PostgreSQL Anonymizer 1.0: Privacy By Design For Postgres

Posted on 2022-05-21 by Dalibo
Related Open Source

Limoges, France, May 17th, 2022

PostgreSQL Anonymizer is an extension that hides or replaces personally identifiable information (PII) or commercially sensitive data from a PostgreSQL database.

The extension supports 3 different anonymization strategies: Dynamic Masking, Static Masking and Anonymous Dumps. It also offers a large choice of Masking Functions such as Substitution, Randomization, Faking, Pseudonymization, Partial Scrambling, Shuffling, Noise Addition and Generalization.

NOTE: This release is considered ready for production

Implementing "Privacy By Design" with PostgreSQL

4 years after the introduction of the GDPR, its application remains complex for many companies and organizations. In particular, implementing the "privacy by design" principle remains a headache... How can we write the data protection rules directly during the design of an application ?

The vast majority of the current anonymization tools work outside the database, using the same approach that ETL tools. As a result, the responsibility for writing anonymization policy is usually assigned to production DBAs.

The PostgreSQL Anonymizer extension introduces a different approach as it seeks to involve developers and architects early on, during the preliminary design steps, by declaring the masking rules using SQL, directly inside the database model itself, in the same way as an integrity constraint or an index !
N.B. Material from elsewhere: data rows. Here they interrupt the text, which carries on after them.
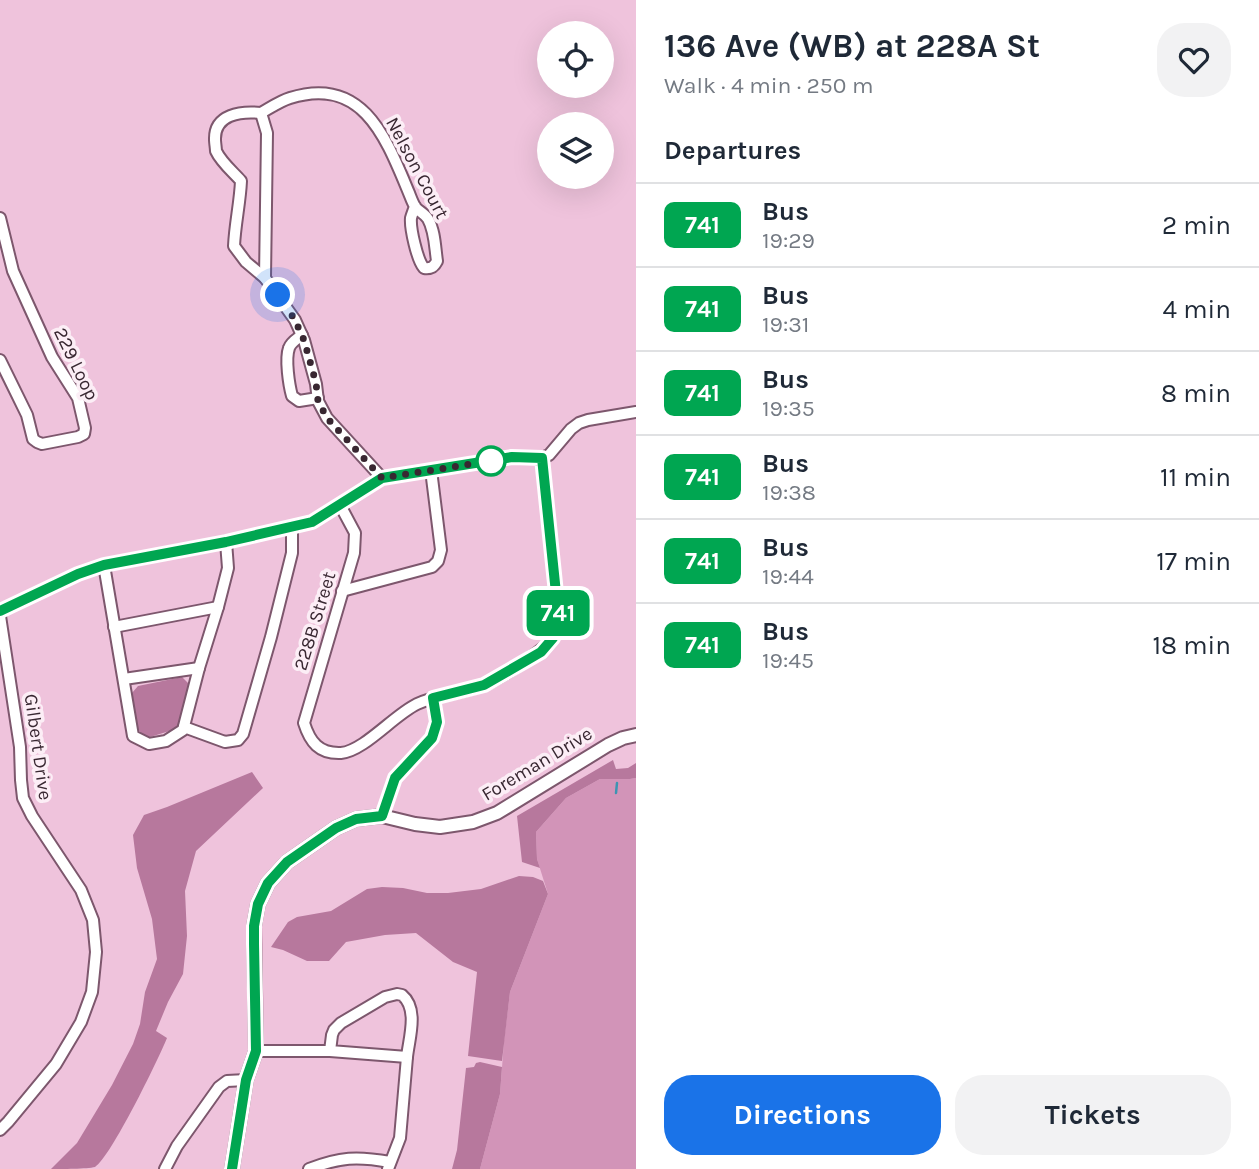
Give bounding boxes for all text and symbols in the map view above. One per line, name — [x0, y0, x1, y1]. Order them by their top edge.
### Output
map controls — [537, 21, 614, 189]
button: locate — [537, 21, 614, 98]
button: heart — [1157, 23, 1231, 97]
text: 136 Ave (WB) at 228A St — [664, 27, 1040, 65]
text: Walk · 4 min · 250 m — [664, 72, 873, 99]
button: layers — [537, 112, 614, 189]
street label: Nelson Court — [381, 113, 453, 223]
text: Departures — [664, 135, 801, 166]
text: Bus — [762, 196, 809, 227]
text: 2 min — [1162, 210, 1231, 241]
text: 741 — [685, 211, 720, 239]
text: 19:29 — [762, 227, 815, 254]
your location — [260, 277, 295, 312]
text: Bus — [762, 280, 809, 311]
text: 4 min — [1163, 294, 1231, 325]
text: 741 — [685, 295, 720, 323]
text: 19:31 — [762, 311, 809, 338]
street label: 229 Loop — [49, 324, 103, 404]
text: Bus — [762, 364, 809, 395]
text: 8 min — [1161, 378, 1231, 409]
text: 741 — [685, 379, 720, 407]
text: 19:35 — [762, 395, 815, 422]
unlabelled marker — [476, 446, 506, 476]
text: Bus — [762, 448, 809, 479]
text: 11 min — [1160, 462, 1231, 493]
text: 741 — [685, 463, 720, 491]
text: 19:38 — [762, 479, 816, 506]
text: Bus — [762, 532, 809, 563]
text: 17 min — [1156, 546, 1231, 577]
text: 741 — [685, 547, 720, 575]
text: 19:44 — [762, 563, 814, 590]
street label: 228B Street — [290, 569, 340, 673]
line badge: 741 — [518, 590, 598, 636]
text: 741 — [541, 599, 575, 627]
text: Bus — [762, 616, 809, 647]
text: 18 min — [1152, 630, 1231, 661]
text: 741 — [685, 631, 720, 659]
text: 19:45 — [762, 647, 814, 674]
street label: Gilbert Drive — [20, 692, 56, 802]
street label: Foreman Drive — [478, 722, 596, 806]
button: Directions — [664, 1075, 941, 1155]
button: Tickets — [955, 1075, 1231, 1155]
When a developper wants to add a new column to a table, she/he usually defines a few rules and restrictions that are enforced for this column. With PostgreSQL Anonymizer, she/he can also declare that this column contains personnal information and write a masking rule to describe how the data will be transformed during the anonymization process.

The extension offers a panel of masking techniques: randomization, noise, faking, partial destruction, pseudonymization, generalization, etc.

For Thierry Aimé who works at the Office of Architecture and Standards in the French Public Finances Directorate General (DGFiP), the extensions plays a key role in the data protection policy :

« With PostgreSQL Anonymizer we integrate, from the design of the database, the principle that outside production the data must be anonymized. Thus we can inforce the RGPD rules, without affecting the quality of the tests during version upgrades for example. »

Here's a basic example:

 CREATE TABLE player(
     id SERIAL,
     lastname TEXT,
     birth DATE,
     points INT
  );

SECURITY LABEL FOR anon ON COLUMN player.lastname
IS 'MASKED WITH FUNCTION anon.fake_last_name()';

SECURITY LABEL FOR anon ON COLUMN player.birth
IS 'MASKED WITH VALUE NULL';

Alternatively, if the column can be declared as an indirect identifier, then the production DBA will be able to use a K Anonymity function to check that there's no risk of singling out an individual inside the dataset.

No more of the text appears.